第21話 風と珊瑚の島々(7)


 二人は、サンディからその他注意事項や具体的な事例などの説明を二時間近く受け、その後別の部屋に案内された。診療所と同じ装置台の横に下着と基地の制服が置いてある。

 スーツも何着かあった。サンディは実験用と説明した。

 PZとUVは、交替でスーツをはずし、制服に着替えた。

 部屋には大きな鏡があった。UVは鏡を見て興奮していた。

 PZの場合は、二十年以上の間、健康診断で裸になるとき以外はスーツを着ていたので、最初のうちは何とも言えない違和感を感じた。

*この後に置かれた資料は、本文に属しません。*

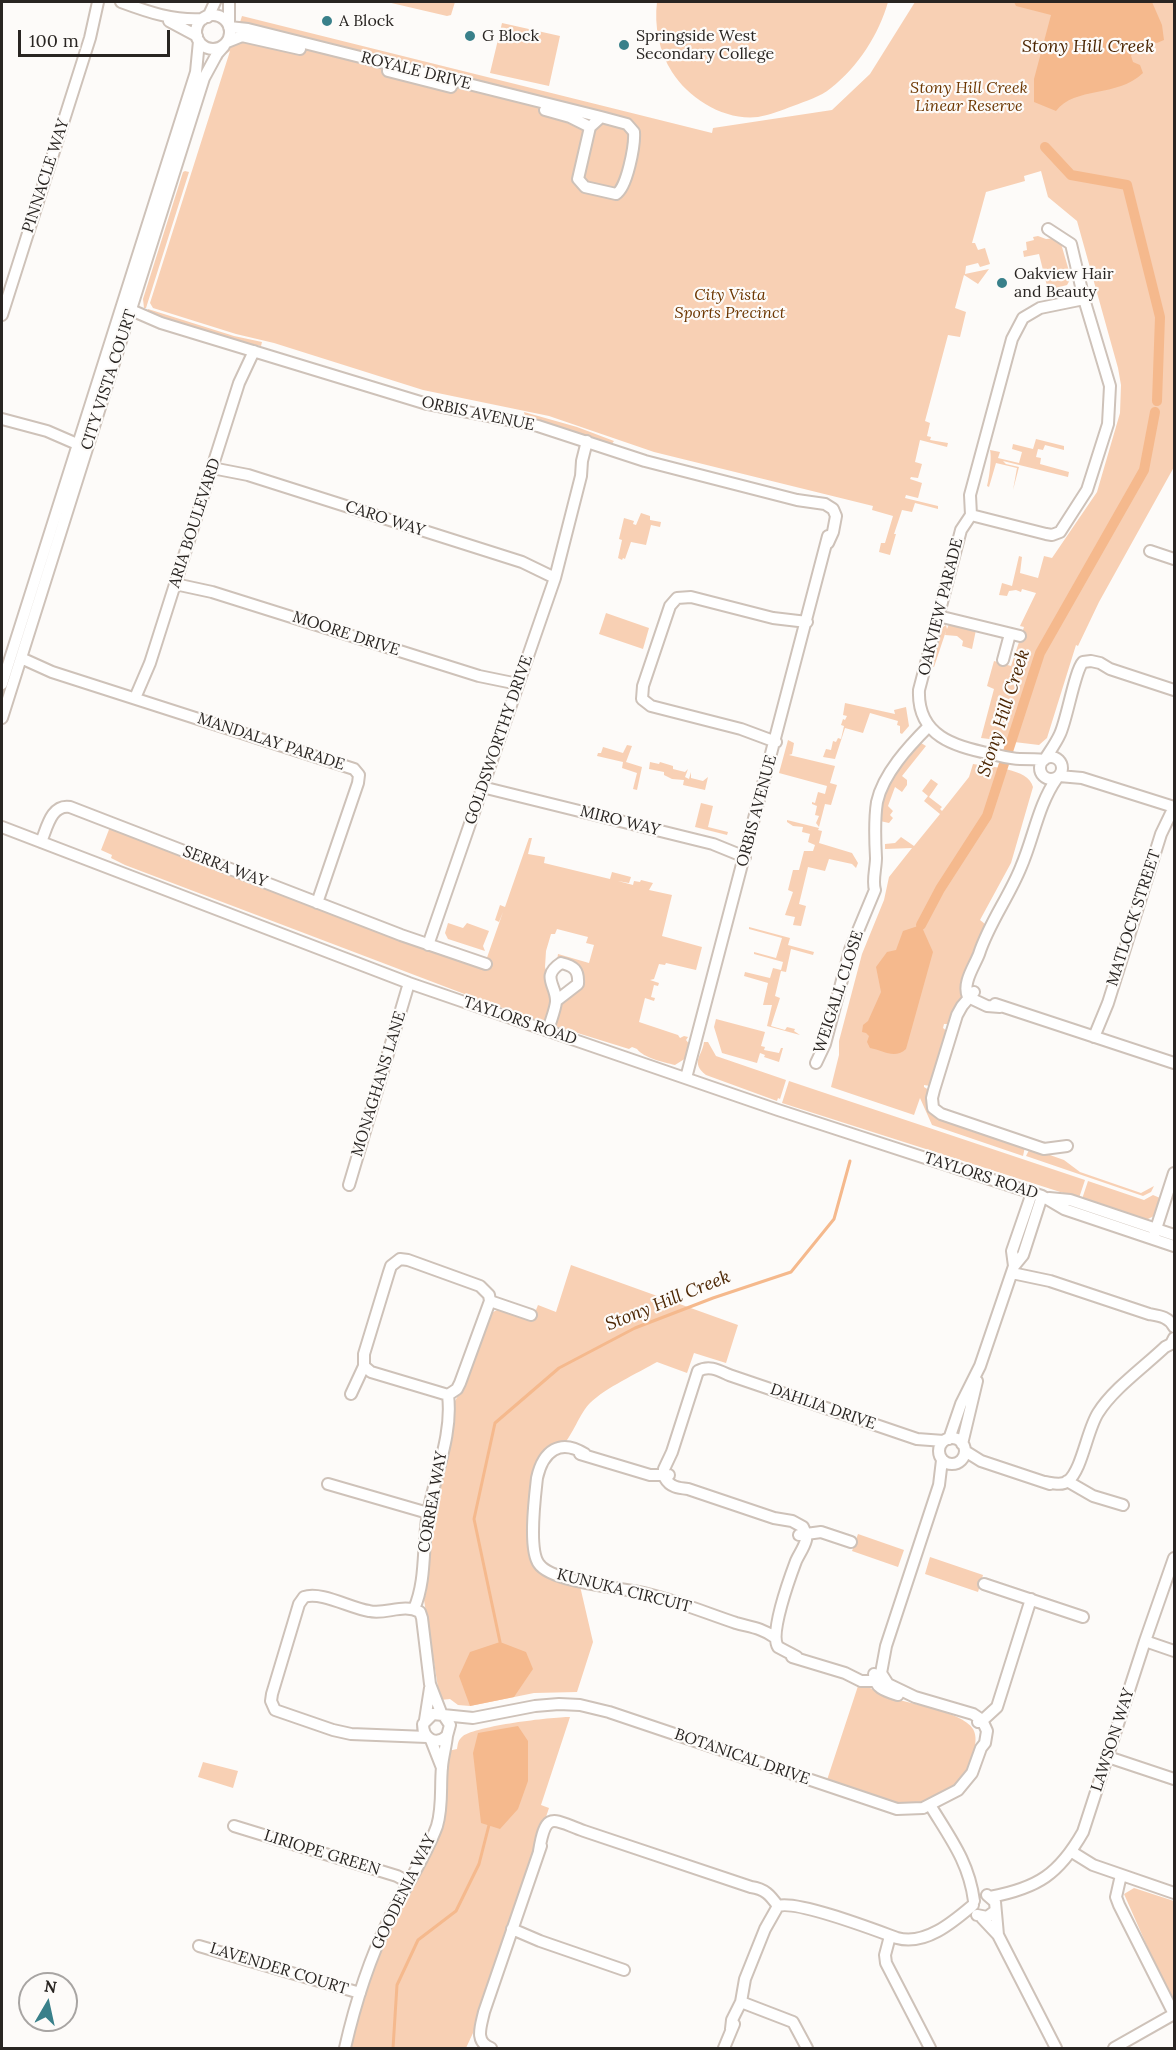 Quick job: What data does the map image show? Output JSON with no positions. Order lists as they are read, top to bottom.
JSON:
{
  "streets": {
    "street": [
      "ROYALE DRIVE",
      "PINNACLE WAY",
      "CITY VISTA COURT",
      "ORBIS AVENUE",
      "CARO WAY",
      "ARIA BOULEVARD",
      "OAKVIEW PARADE",
      "MOORE DRIVE",
      "GOLDSWORTHY DRIVE",
      "MANDALAY PARADE",
      "MIRO WAY",
      "SERRA WAY",
      "MATLOCK STREET",
      "WEIGALL CLOSE",
      "TAYLORS ROAD",
      "MONAGHANS LANE",
      "DAHLIA DRIVE",
      "CORREA WAY",
      "KUNUKA CIRCUIT",
      "LAWSON WAY",
      "BOTANICAL DRIVE",
      "LIRIOPE GREEN",
      "GOODENIA WAY",
      "LAVENDER COURT"
    ]
  },
  "crossings": [
    ["ROYALE DRIVE", "CITY VISTA COURT"],
    ["CITY VISTA COURT", "ORBIS AVENUE"],
    ["CITY VISTA COURT", "MANDALAY PARADE"],
    ["ORBIS AVENUE", "ARIA BOULEVARD"],
    ["ORBIS AVENUE", "GOLDSWORTHY DRIVE"],
    ["ORBIS AVENUE", "MIRO WAY"],
    ["ORBIS AVENUE", "TAYLORS ROAD"],
    ["CARO WAY", "ARIA BOULEVARD"],
    ["CARO WAY", "GOLDSWORTHY DRIVE"],
    ["ARIA BOULEVARD", "MOORE DRIVE"],
    ["ARIA BOULEVARD", "MANDALAY PARADE"],
    ["OAKVIEW PARADE", "WEIGALL CLOSE"],
    ["MOORE DRIVE", "GOLDSWORTHY DRIVE"],
    ["GOLDSWORTHY DRIVE", "MIRO WAY"],
    ["GOLDSWORTHY DRIVE", "SERRA WAY"],
    ["MANDALAY PARADE", "SERRA WAY"],
    ["SERRA WAY", "TAYLORS ROAD"],
    ["TAYLORS ROAD", "MONAGHANS LANE"],
    ["DAHLIA DRIVE", "KUNUKA CIRCUIT"],
    ["BOTANICAL DRIVE", "GOODENIA WAY"],
    ["LIRIOPE GREEN", "GOODENIA WAY"],
    ["GOODENIA WAY", "LAVENDER COURT"]
  ],
  "water": ["Stony Hill Creek"],
  "parks": ["Stony Hill Creek Linear Reserve", "City Vista Sports Precinct"],
  "places": [
    "A Block",
    "G Block",
    "Springside West Secondary College",
    "Oakview Hair and Beauty"
  ],
  "scale_bar": "100 m",
  "north": "top"
} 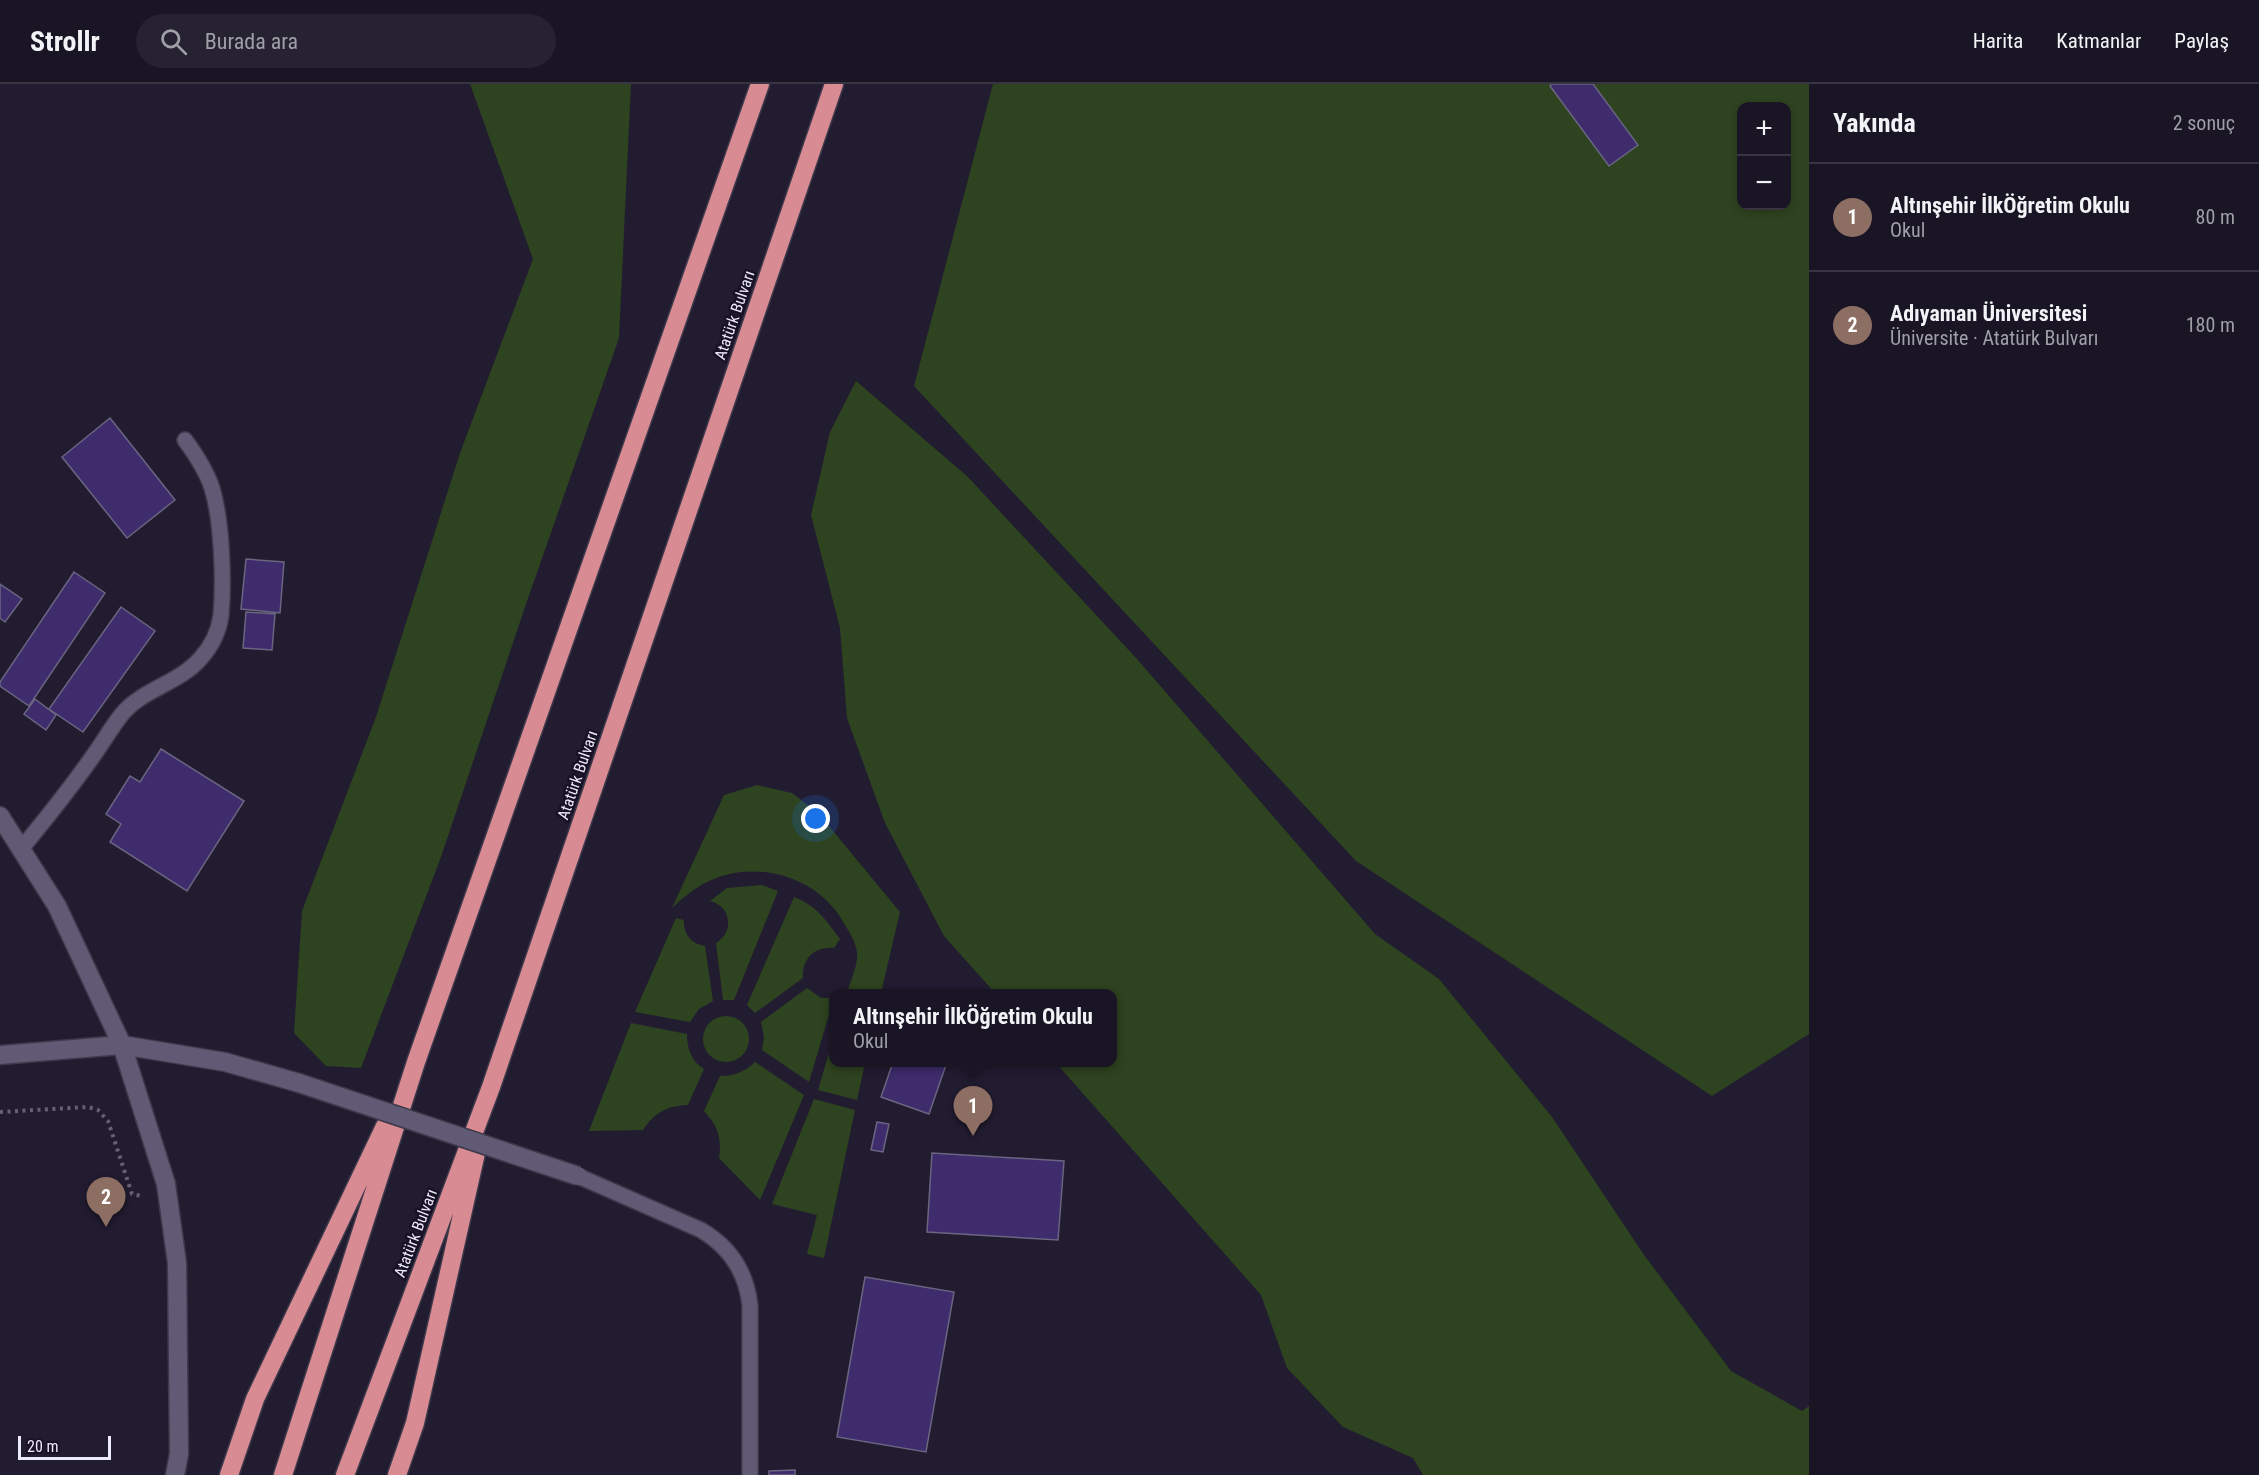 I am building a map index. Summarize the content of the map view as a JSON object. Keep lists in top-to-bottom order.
{
  "streets": {
    "highway": ["Atatürk Bulvarı"]
  },
  "scale_bar": "20 m",
  "page": {
    "header": "Strollr",
    "search": "Burada ara",
    "nav": ["Harita", "Katmanlar", "Paylaş"],
    "heading": ["Yakında", "2 sonuç"],
    "map_buttons": ["+", "−"],
    "list": [
      {
        "mark": "1",
        "name": "Altınşehir İlkÖğretim Okulu",
        "note": "Okul",
        "value": "80 m"
      },
      {
        "mark": "2",
        "name": "Adıyaman Üniversitesi",
        "note": "Üniversite · Atatürk Bulvarı",
        "value": "180 m"
      }
    ],
    "popup": ["Altınşehir İlkÖğretim Okulu", "Okul"],
    "pins": ["1", "2"],
    "scale": "20 m"
  }
}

 スーツは鎧のように身体を保護してくれる。それが無くなると急に弱くなった感じがする。

 その状態でしばらくすごさないといけない。

 替わりの履き物が用意されてないので、シューズはそのまま脱がすにおく。いつでもはずせるので問題はない。



 もう昼食の時間だった。サンディはこれから街に出かけ、二人の服を買うと説明した。

 サンディは私服に着替えた。古代のオフィスで働く女性の通勤服のようだ。

「それいつも着てるの?」

 スーツと子供用ユニフォームばかり見てきたUVは、彼女の七分袖ブラウスを珍しがった。実は、ホウコでも珍しかった。古代の生活を引き継いでいるとはいえ、経済規模が小さいので、服の種類は少なく、作業服やジャージが普段着だった。

 三人で駐車場に向かった。


 一歩外に出ると、急激に暑さが押し寄せてきた。

「なにこれ」

 UVは、天変地異でも起きたかのように周りを見回した。

「この季節で昼になればこのくらいは暑くなるの。スーツ着てた人にはきついかも」

 サンディの言うとおり、スーツの温度調整に慣れた二人は、変温動物のように気温の変化に弱かった。

 急いで冷房の効いている彼女の車に乗った。




 ホウコ諸島はハワイとほぼ緯度が同じで、台湾より早く大陸から人が移住した平坦な島々だ。古代にはビーチリゾートとして有名で、観光が盛んだった。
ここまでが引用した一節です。